- **WHAT YOU ARE ASKED TO DO**:
Within the material below, how many lines contain the word "data"? Give that number only.

━━━━━━━━━━

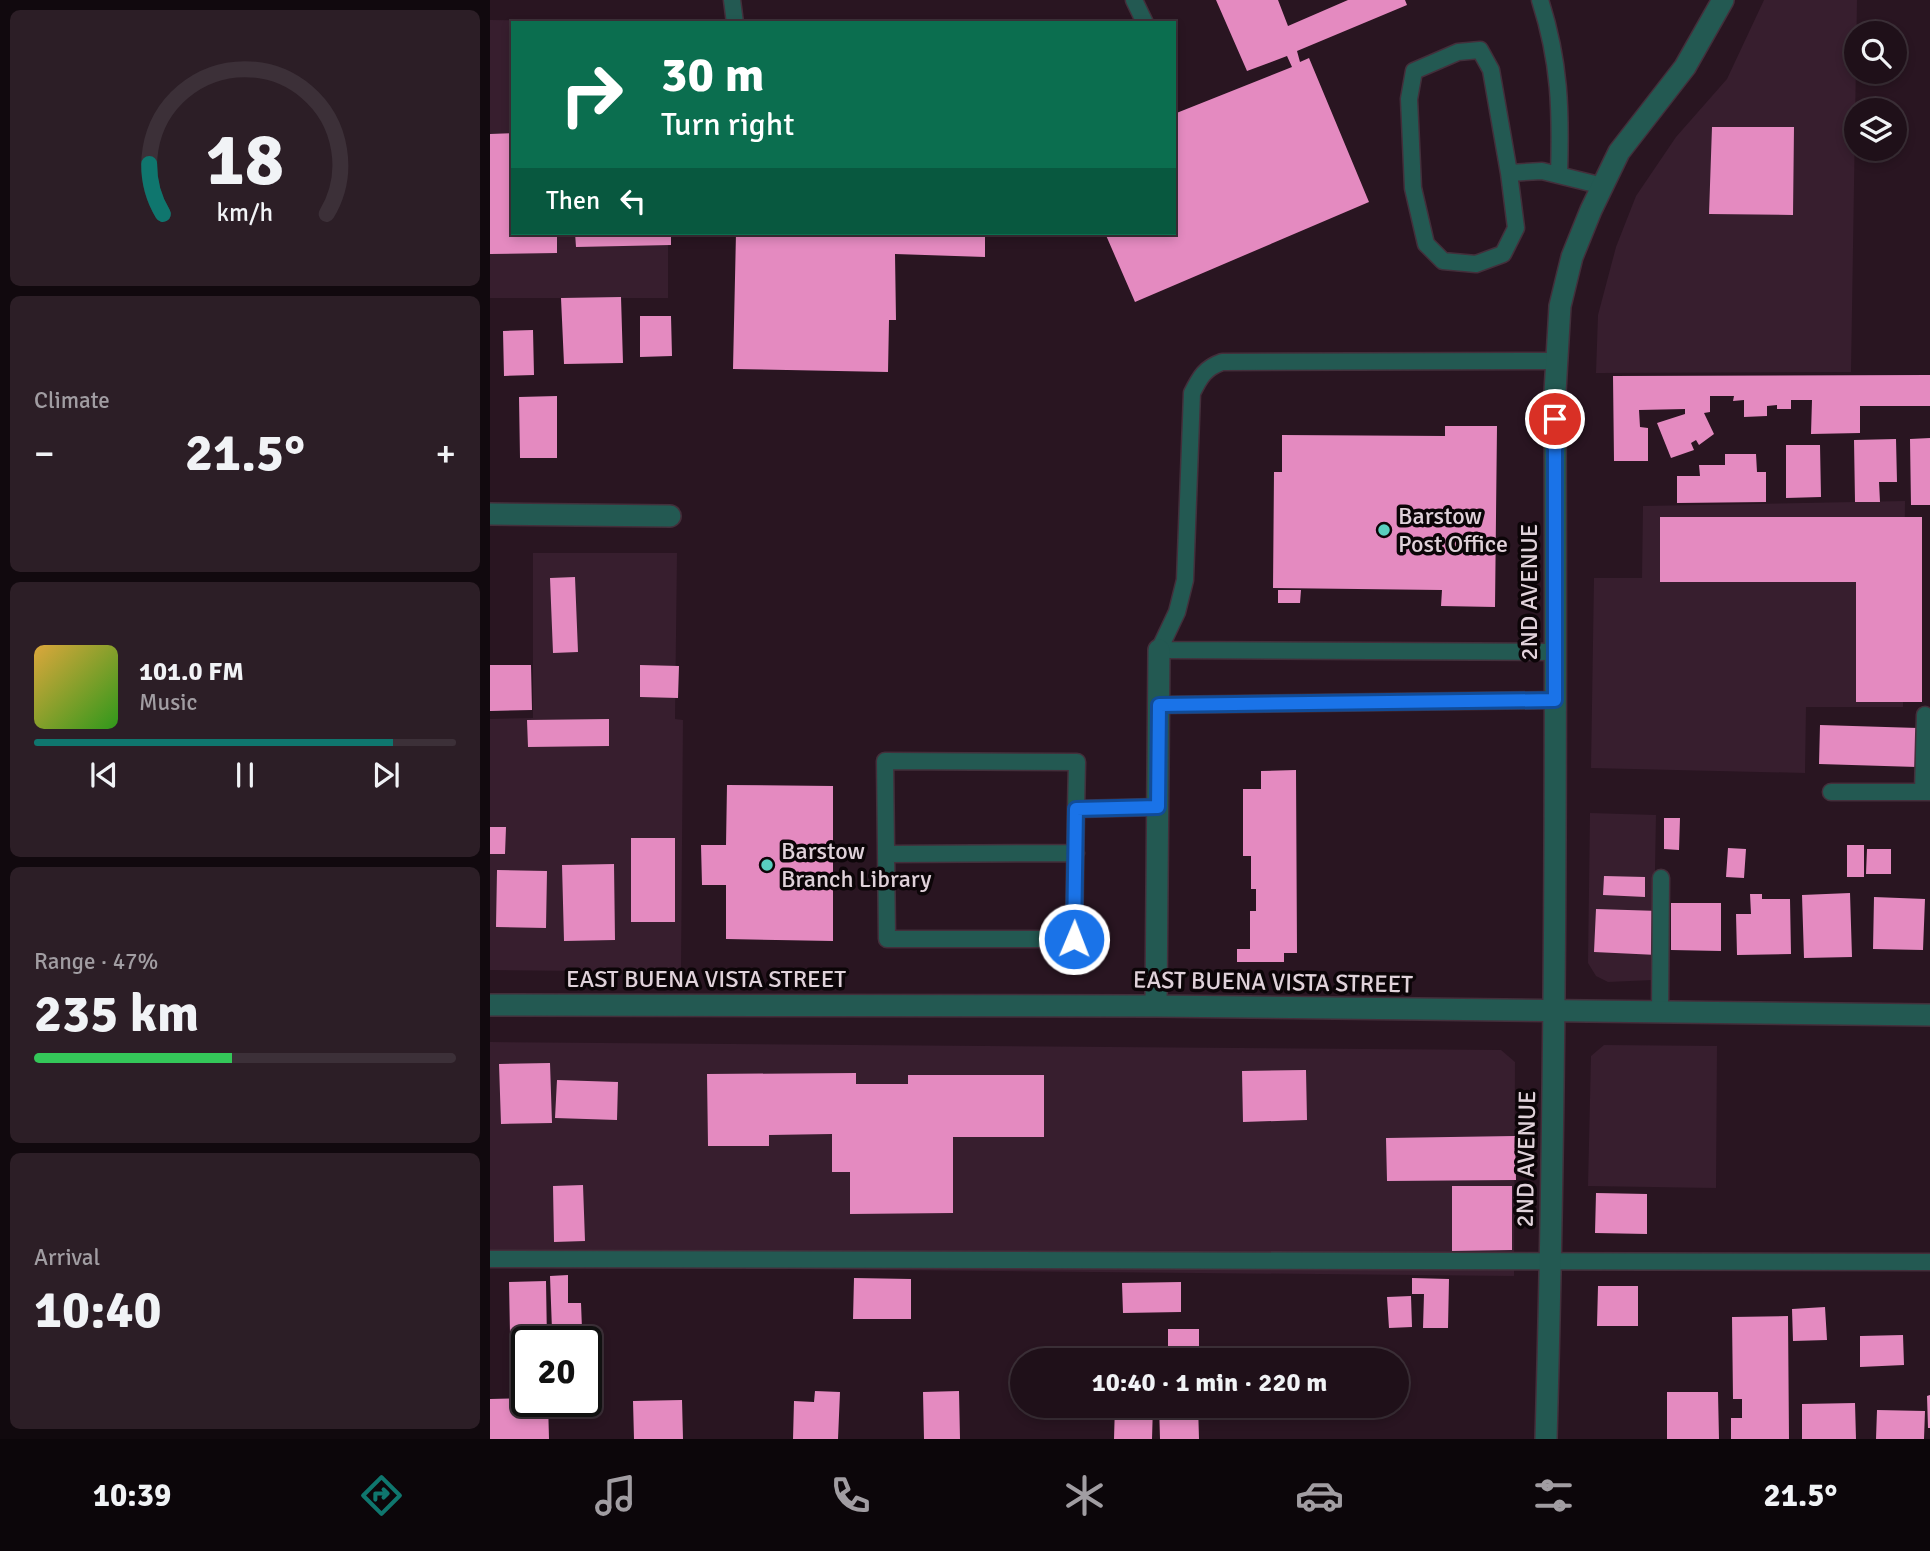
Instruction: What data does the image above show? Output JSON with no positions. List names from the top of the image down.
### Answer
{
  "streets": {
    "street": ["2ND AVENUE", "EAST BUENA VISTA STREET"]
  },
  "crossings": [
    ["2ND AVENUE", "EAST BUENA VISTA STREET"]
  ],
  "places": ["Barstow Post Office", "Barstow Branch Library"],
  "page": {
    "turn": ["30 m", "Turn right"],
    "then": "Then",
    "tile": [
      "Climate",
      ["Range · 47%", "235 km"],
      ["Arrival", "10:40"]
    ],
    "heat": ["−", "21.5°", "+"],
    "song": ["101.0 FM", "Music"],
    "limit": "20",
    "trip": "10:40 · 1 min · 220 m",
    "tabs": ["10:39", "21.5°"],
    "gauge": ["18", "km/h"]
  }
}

━━━━━━━━━━

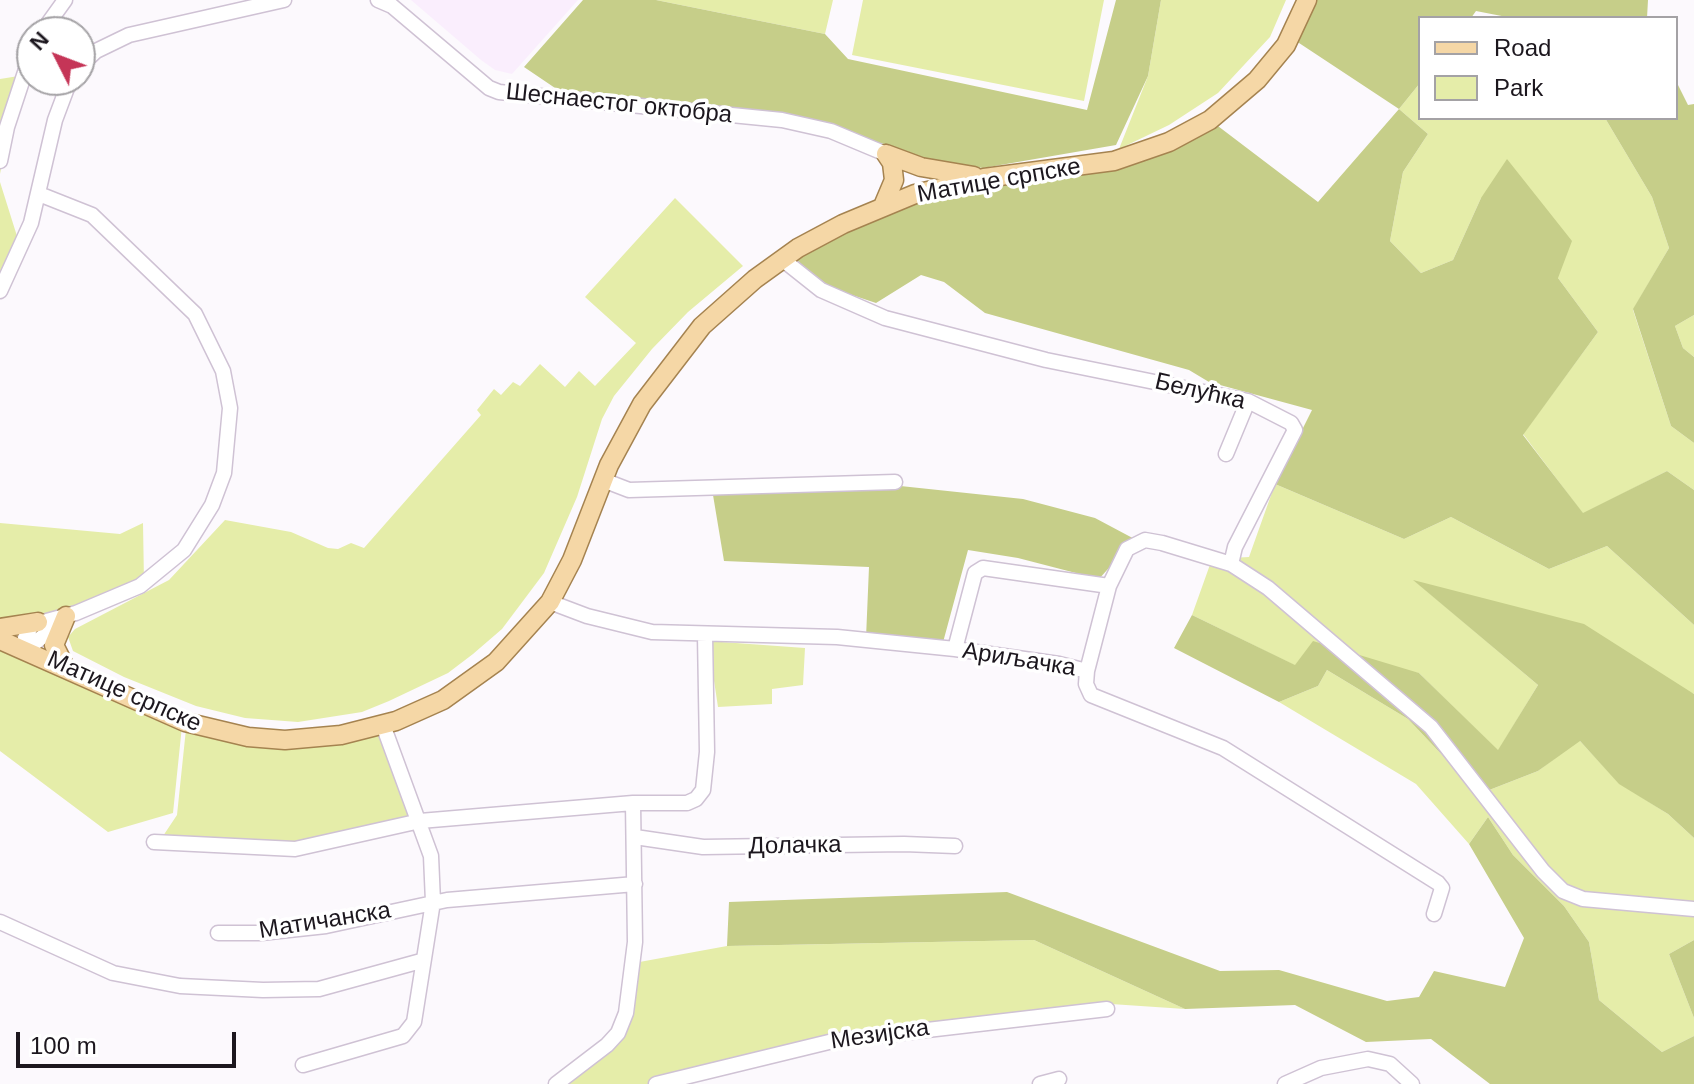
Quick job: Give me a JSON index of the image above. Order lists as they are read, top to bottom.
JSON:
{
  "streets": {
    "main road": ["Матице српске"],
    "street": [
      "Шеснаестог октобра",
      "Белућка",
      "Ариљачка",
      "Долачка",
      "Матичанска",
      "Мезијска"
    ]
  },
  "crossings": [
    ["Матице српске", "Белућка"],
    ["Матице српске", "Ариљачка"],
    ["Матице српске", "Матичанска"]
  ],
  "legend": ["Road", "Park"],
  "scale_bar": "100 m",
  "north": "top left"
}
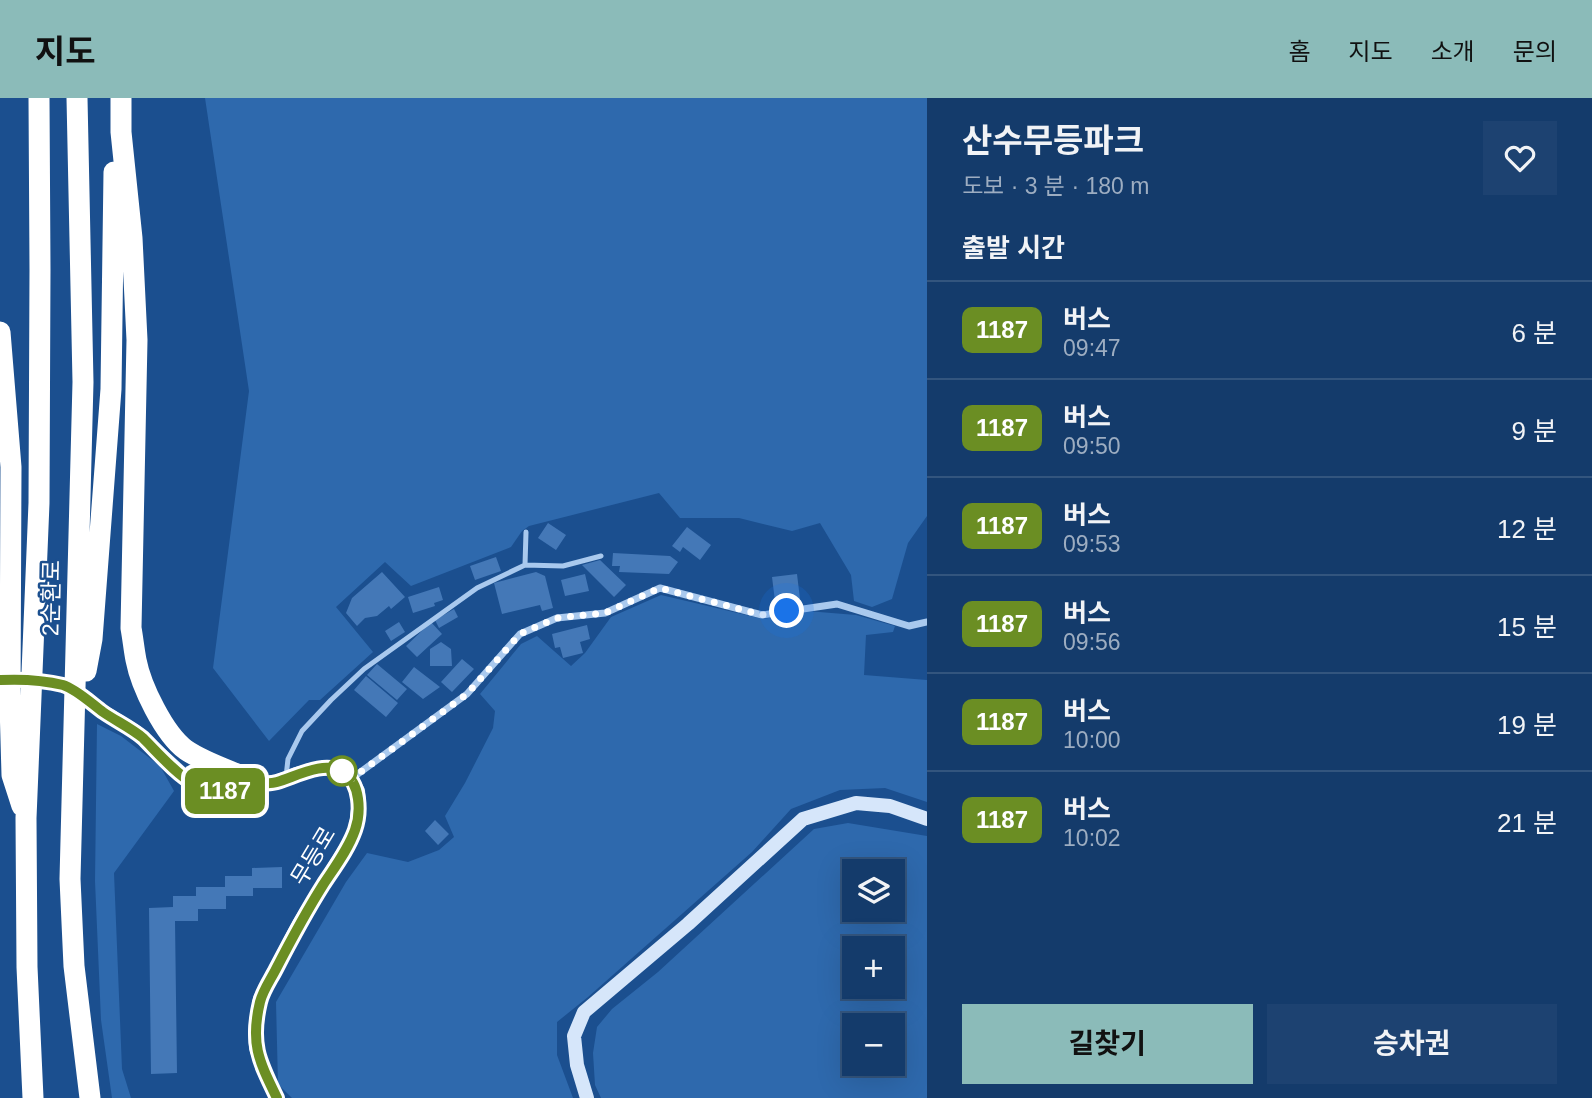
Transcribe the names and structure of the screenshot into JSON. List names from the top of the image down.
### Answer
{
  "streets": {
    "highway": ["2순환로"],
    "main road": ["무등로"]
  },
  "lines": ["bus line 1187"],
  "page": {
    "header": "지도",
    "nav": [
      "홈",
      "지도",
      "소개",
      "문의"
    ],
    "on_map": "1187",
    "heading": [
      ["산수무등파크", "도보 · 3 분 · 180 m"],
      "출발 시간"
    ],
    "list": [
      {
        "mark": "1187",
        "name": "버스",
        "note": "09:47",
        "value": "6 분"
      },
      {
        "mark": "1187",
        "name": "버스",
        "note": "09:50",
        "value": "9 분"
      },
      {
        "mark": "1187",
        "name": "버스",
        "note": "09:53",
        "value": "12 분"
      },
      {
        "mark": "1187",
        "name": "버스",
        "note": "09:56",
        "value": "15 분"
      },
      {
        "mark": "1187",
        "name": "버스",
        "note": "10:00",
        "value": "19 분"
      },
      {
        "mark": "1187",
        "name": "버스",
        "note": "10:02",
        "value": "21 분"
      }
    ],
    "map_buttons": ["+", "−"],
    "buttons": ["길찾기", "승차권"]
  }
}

━━━━━━━━━━

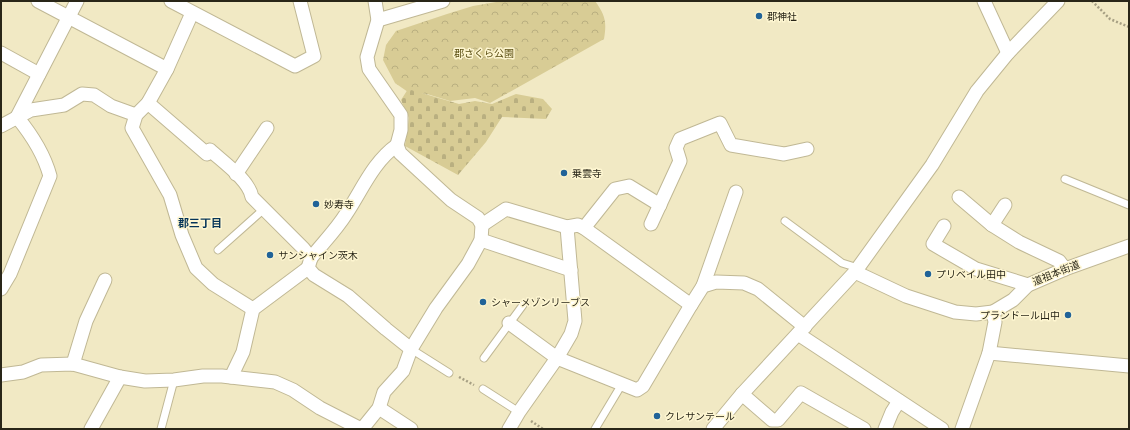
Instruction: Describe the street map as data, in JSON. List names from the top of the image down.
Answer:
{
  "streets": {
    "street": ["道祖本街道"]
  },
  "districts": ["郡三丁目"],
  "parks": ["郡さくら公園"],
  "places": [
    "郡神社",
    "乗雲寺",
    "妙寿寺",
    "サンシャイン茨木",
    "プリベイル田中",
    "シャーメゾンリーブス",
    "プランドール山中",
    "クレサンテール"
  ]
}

━━━━━━━━━━

- **RESULT OF THIS TASK**:
2